Per the LIPS cohort data (10), the sample size was based on an expected mean S/F of 250 in the placebo group and an absolute delta of 50 units (20%), proposed as the minimum clinically relevant difference. At an alpha=0.05, 25 participants per group (50 total) would allow 82% power to detect a 50 unit difference between groups. Target enrollment was increased to 60 patients to account for early death and discharge. Actual power was expected to be higher given the preplanned primary efficacy analysis of the longitudinal change in S/F as a continuous variable in a mixed effects model. Due to our small sample size, preplanned adjusted p–values were reported for significant imbalances in baseline characteristics using logistic regression for categorical outcomes and mixed effects models for S/F as a continuous variable. Shock, LIPS, age, and their respective interactions with treatment and S/F were included in separate models (due to overfitting of a comprehensive model). Hospital length of stay was assessed using Cox proportional hazard models using the Fine and Gray adjustment for death as a competing risk (26). In a post hoc analysis, the longitudinal change in S/F ratio was also modeled using the last value carried forward to day five to account for bias of earlier discharge of patients with higher S/F ratios in the treatment group (supplementary material).

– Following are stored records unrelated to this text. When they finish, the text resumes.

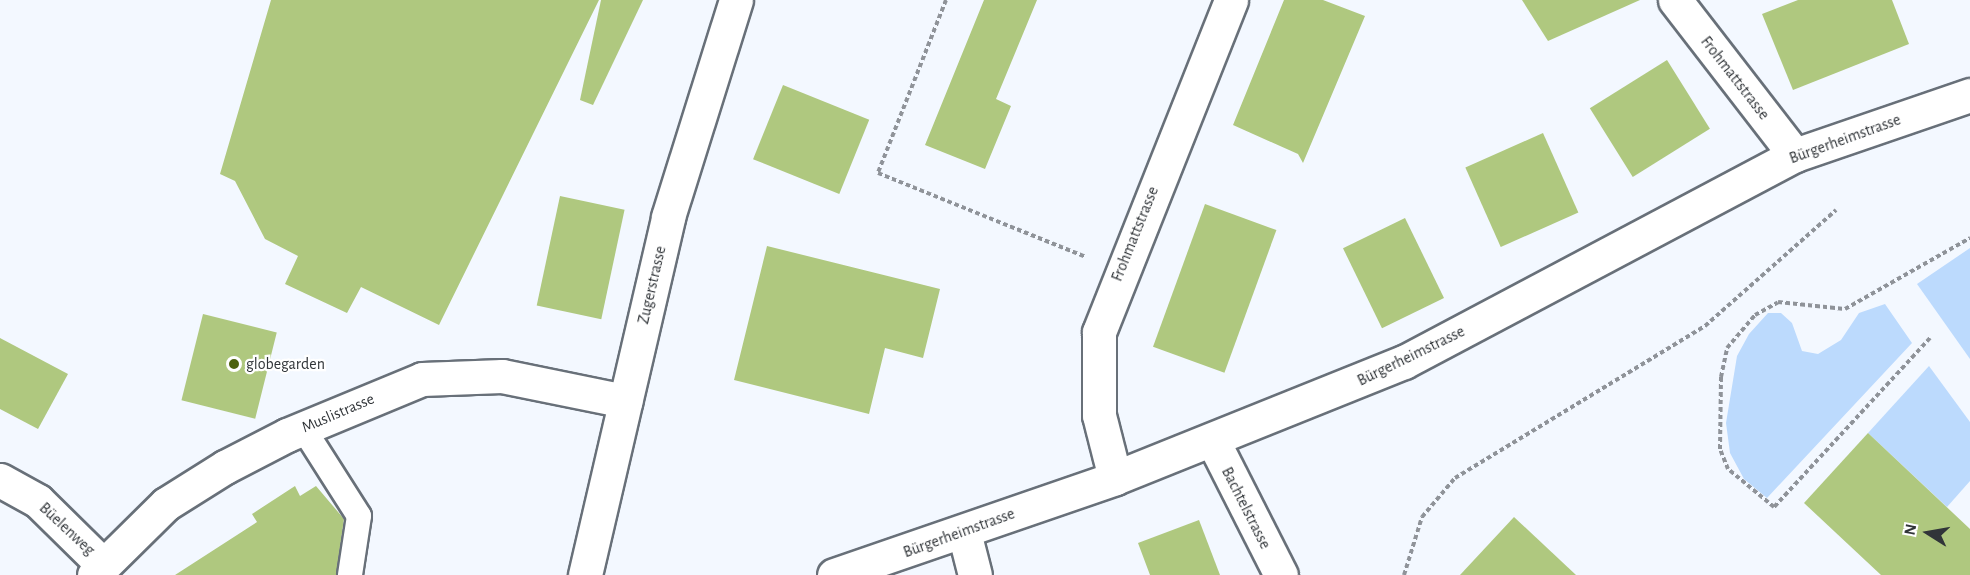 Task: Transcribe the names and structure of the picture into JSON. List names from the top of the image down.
{
  "streets": {
    "street": [
      "Frohmattstrasse",
      "Bürgerheimstrasse",
      "Zugerstrasse",
      "Muslistrasse",
      "Bachtelstrasse",
      "Büelenweg"
    ]
  },
  "crossings": [
    ["Frohmattstrasse", "Bürgerheimstrasse"],
    ["Bürgerheimstrasse", "Bachtelstrasse"],
    ["Zugerstrasse", "Muslistrasse"],
    ["Muslistrasse", "Büelenweg"]
  ],
  "places": ["globegarden"],
  "north": "left"
} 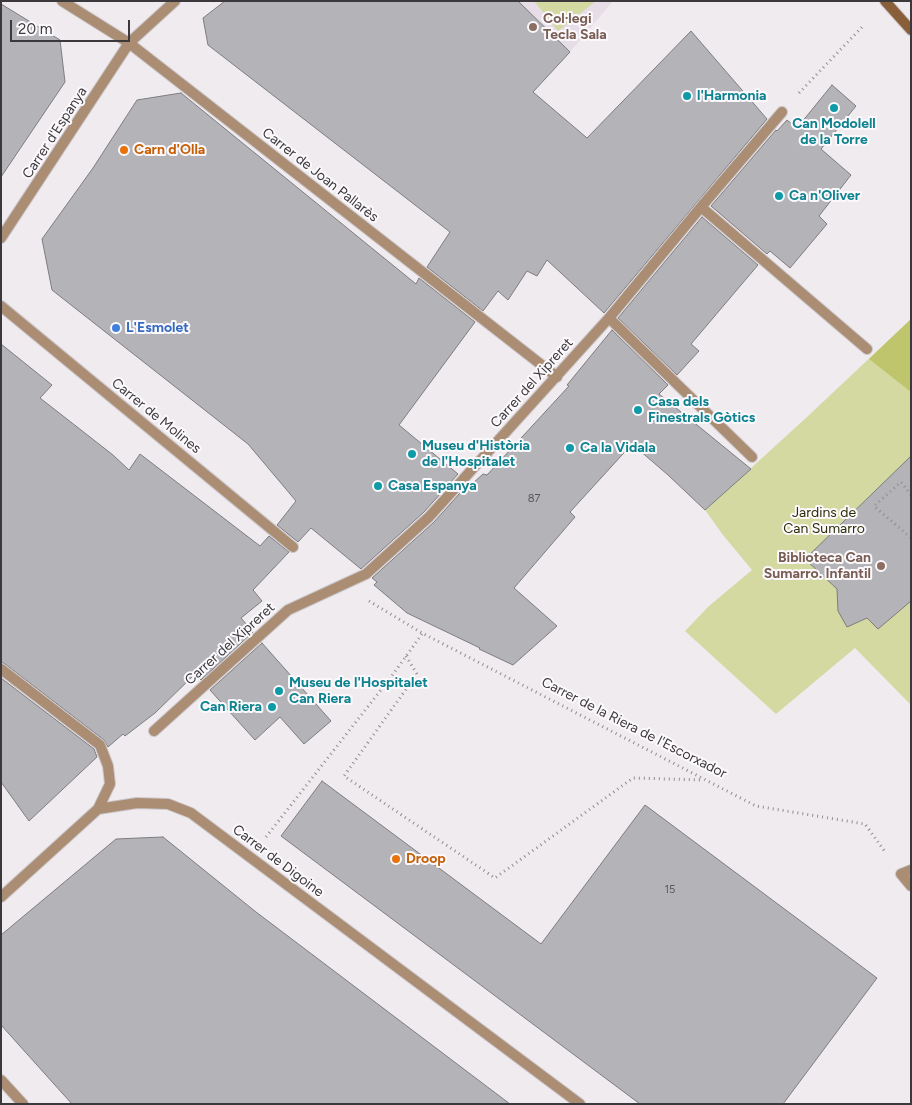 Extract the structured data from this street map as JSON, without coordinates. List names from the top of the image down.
{
  "streets": {
    "street": [
      "Carrer d'Espanya",
      "Carrer de Joan Pallarès",
      "Carrer del Xipreret",
      "Carrer de Molines",
      "Carrer de Digoine"
    ],
    "path": ["Carrer de la Riera de l'Escorxador"]
  },
  "crossings": [
    ["Carrer d'Espanya", "Carrer de Joan Pallarès"],
    ["Carrer de Joan Pallarès", "Carrer del Xipreret"],
    ["Carrer del Xipreret", "Carrer de la Riera de l'Escorxador"]
  ],
  "parks": ["Jardins de Can Sumarro"],
  "places": [
    "Col·legi Tecla Sala",
    "l'Harmonia",
    "Can Modolell de la Torre",
    "Carn d'Olla",
    "Ca n'Oliver",
    "L'Esmolet",
    "Casa dels Finestrals Gòtics",
    "Ca la Vidala",
    "Museu d'Història de l'Hospitalet",
    "Casa Espanya",
    "Biblioteca Can Sumarro. Infantil",
    "Museu de l'Hospitalet Can Riera",
    "Can Riera",
    "Droop"
  ],
  "house_numbers": ["87", "15"],
  "scale_bar": "20 m"
} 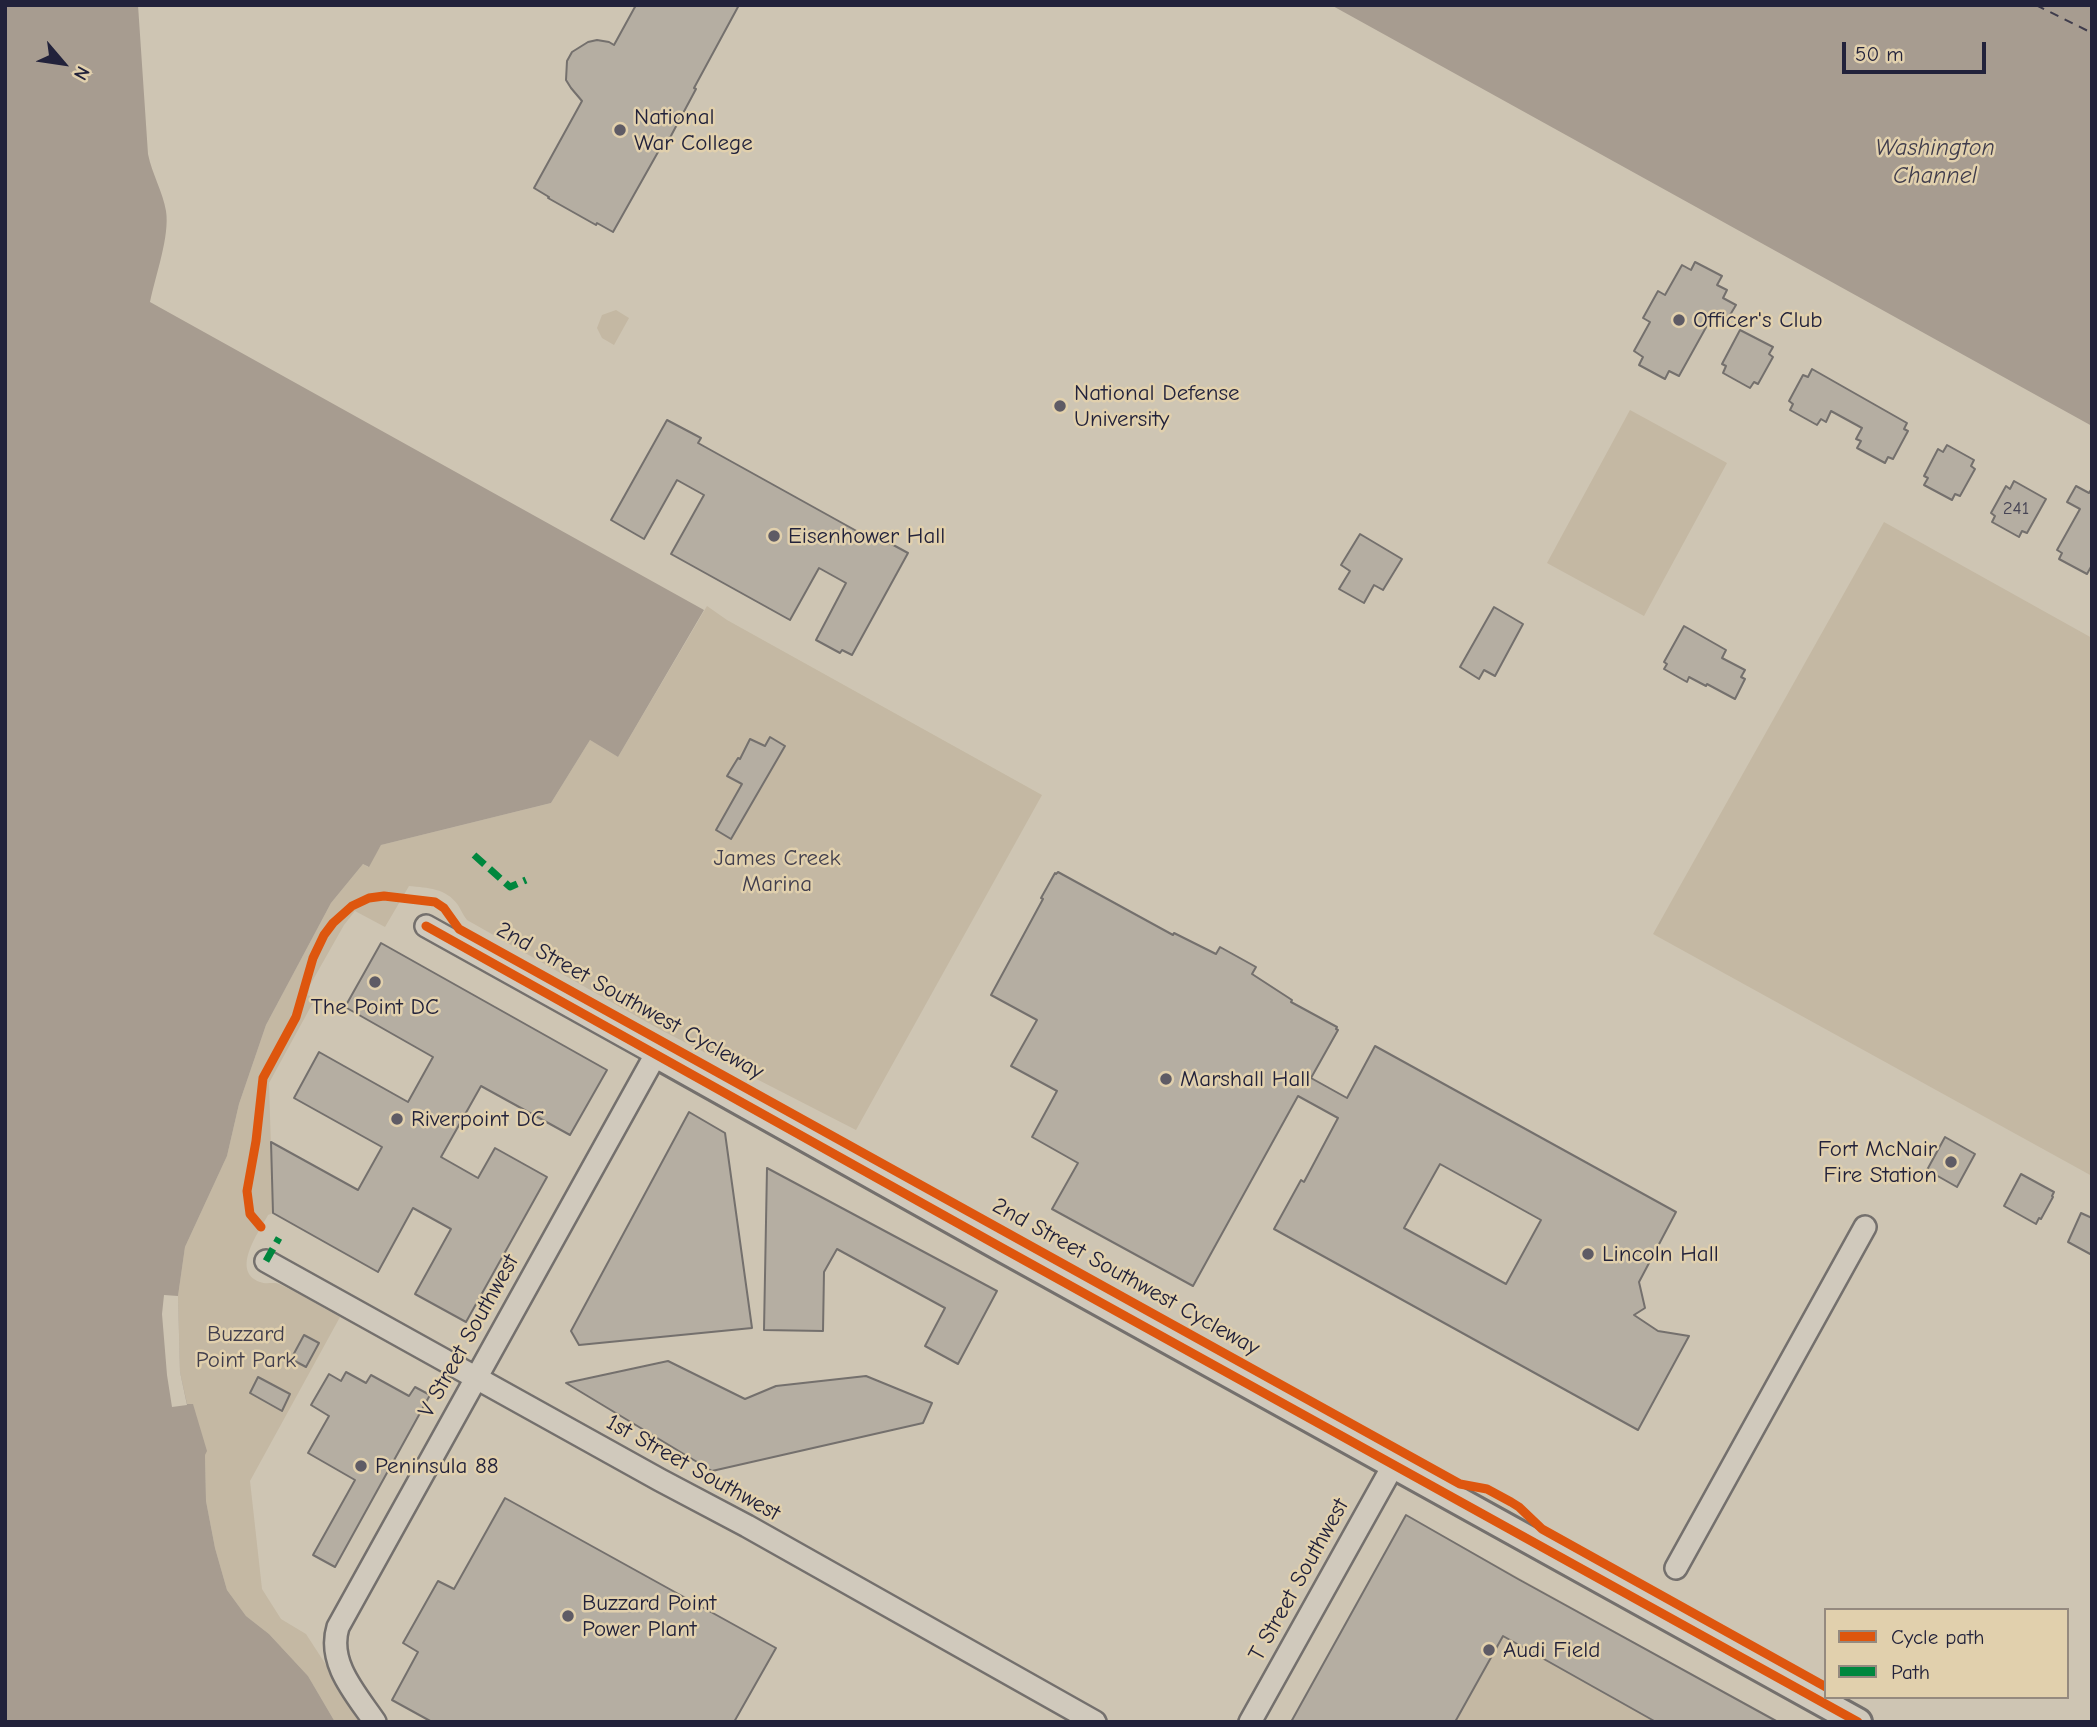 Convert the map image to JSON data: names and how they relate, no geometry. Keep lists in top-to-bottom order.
{
  "streets": {
    "street": ["V Street Southwest", "1st Street Southwest", "T Street Southwest"],
    "cycle path": ["2nd Street Southwest Cycleway"]
  },
  "crossings": [
    ["V Street Southwest", "1st Street Southwest"]
  ],
  "water": ["Washington Channel"],
  "parks": ["James Creek Marina", "Buzzard Point Park"],
  "places": [
    "National War College",
    "Officer's Club",
    "National Defense University",
    "Eisenhower Hall",
    "The Point DC",
    "Marshall Hall",
    "Riverpoint DC",
    "Fort McNair Fire Station",
    "Lincoln Hall",
    "Peninsula 88",
    "Buzzard Point Power Plant",
    "Audi Field"
  ],
  "house_numbers": ["241"],
  "legend": ["Cycle path", "Path"],
  "scale_bar": "50 m",
  "north": "bottom right"
} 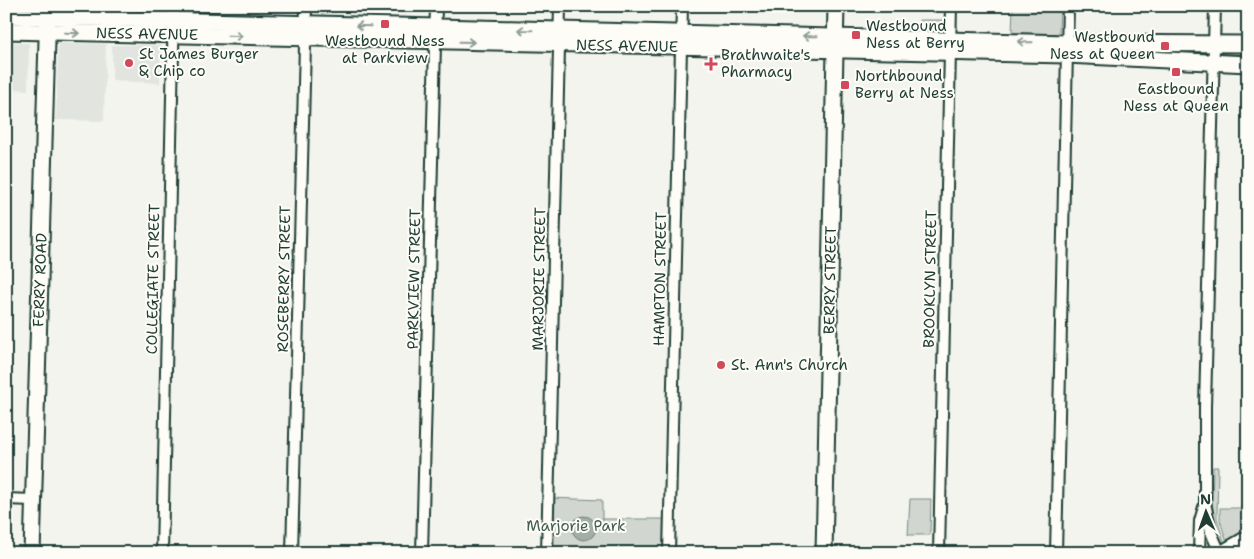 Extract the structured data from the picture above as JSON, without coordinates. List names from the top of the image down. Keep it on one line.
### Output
{"streets":{"main road":["NESS AVENUE","FERRY ROAD","BERRY STREET"],"street":["COLLEGIATE STREET","ROSEBERRY STREET","PARKVIEW STREET","MARJORIE STREET","HAMPTON STREET","BROOKLYN STREET"]},"crossings":[["NESS AVENUE","COLLEGIATE STREET"],["NESS AVENUE","ROSEBERRY STREET"],["NESS AVENUE","PARKVIEW STREET"],["NESS AVENUE","MARJORIE STREET"],["NESS AVENUE","HAMPTON STREET"],["NESS AVENUE","BROOKLYN STREET"],["NESS AVENUE","FERRY ROAD"],["NESS AVENUE","BERRY STREET"]],"parks":["Marjorie Park"],"places":{"transit":["Westbound Ness at Parkview","Westbound Ness at Berry","Westbound Ness at Queen","Eastbound Ness at Queen","Northbound Berry at Ness"],"other":["St James Burger & Chip co","St. Ann's Church"],"health":["Brathwaite's Pharmacy"]},"north":"top"} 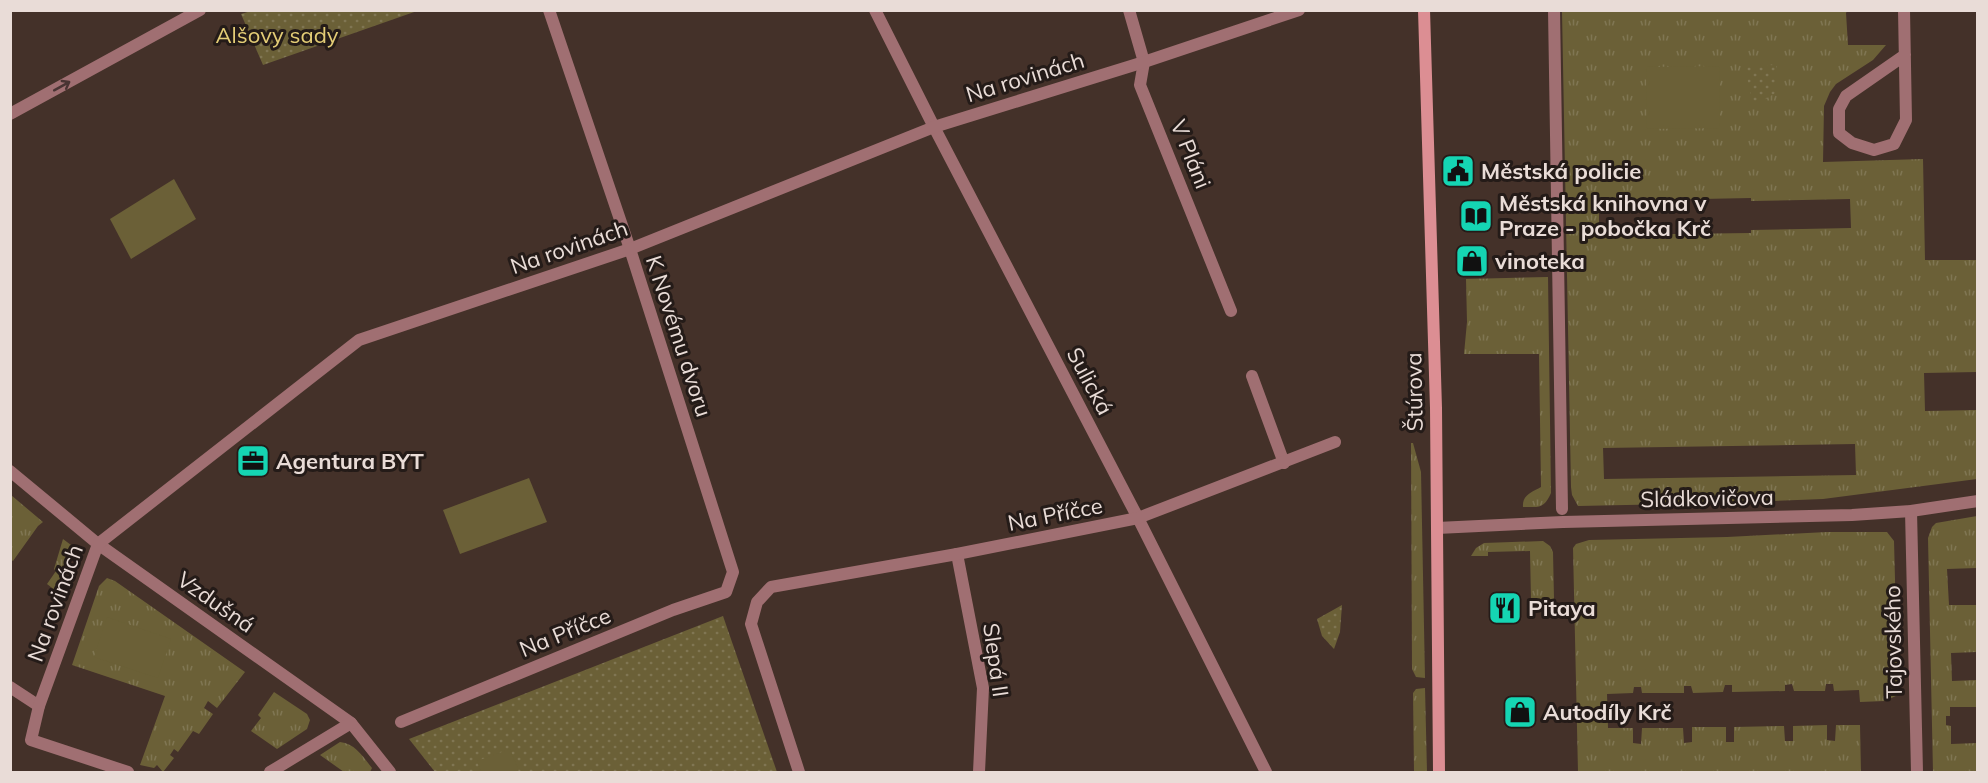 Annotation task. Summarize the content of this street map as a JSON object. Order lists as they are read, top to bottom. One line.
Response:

All analyses including adjustments for imbalances in baseline characteristics were formulated a priori and performed using SAS version 9.4 with a p–value < 0.05 considered significant.

Results

We enrolled 61 patients between September 3, 2013 and June 9, 2015 but 59 patients were included in the analysis of the primary endpoint, as detailed in the CONSORT diagram (Figure 1). Although we used the intention to treat principle, one patient in the treatment group (ARDS on noninvasive ventilation prior to enrollment and transitioned to comfort care after first dose of study drug prior to obtaining a second S/F) and one patient in the placebo group (ventricular fibrillation prior to receiving study drug) were excluded due to unrecognized exclusion criteria and lack of primary endpoint, leaving 59 patients for the primary analysis. However, all 60 patients receiving at least one dose of study drug were included in mortality and length of stay analysis. The median time from ED presentation to study drug delivery was < 9 hours (8.8, IQR 6.9–12.8). Baseline characteristics are shown in Table 1. Patients in the treatment group were older (71 versus 57 years, p = 0.002), were less likely to have shock at enrollment (13% versus 47%, p = 0.002), and had lower LIPS scores (6.5 versus 7.5, p = 0.04).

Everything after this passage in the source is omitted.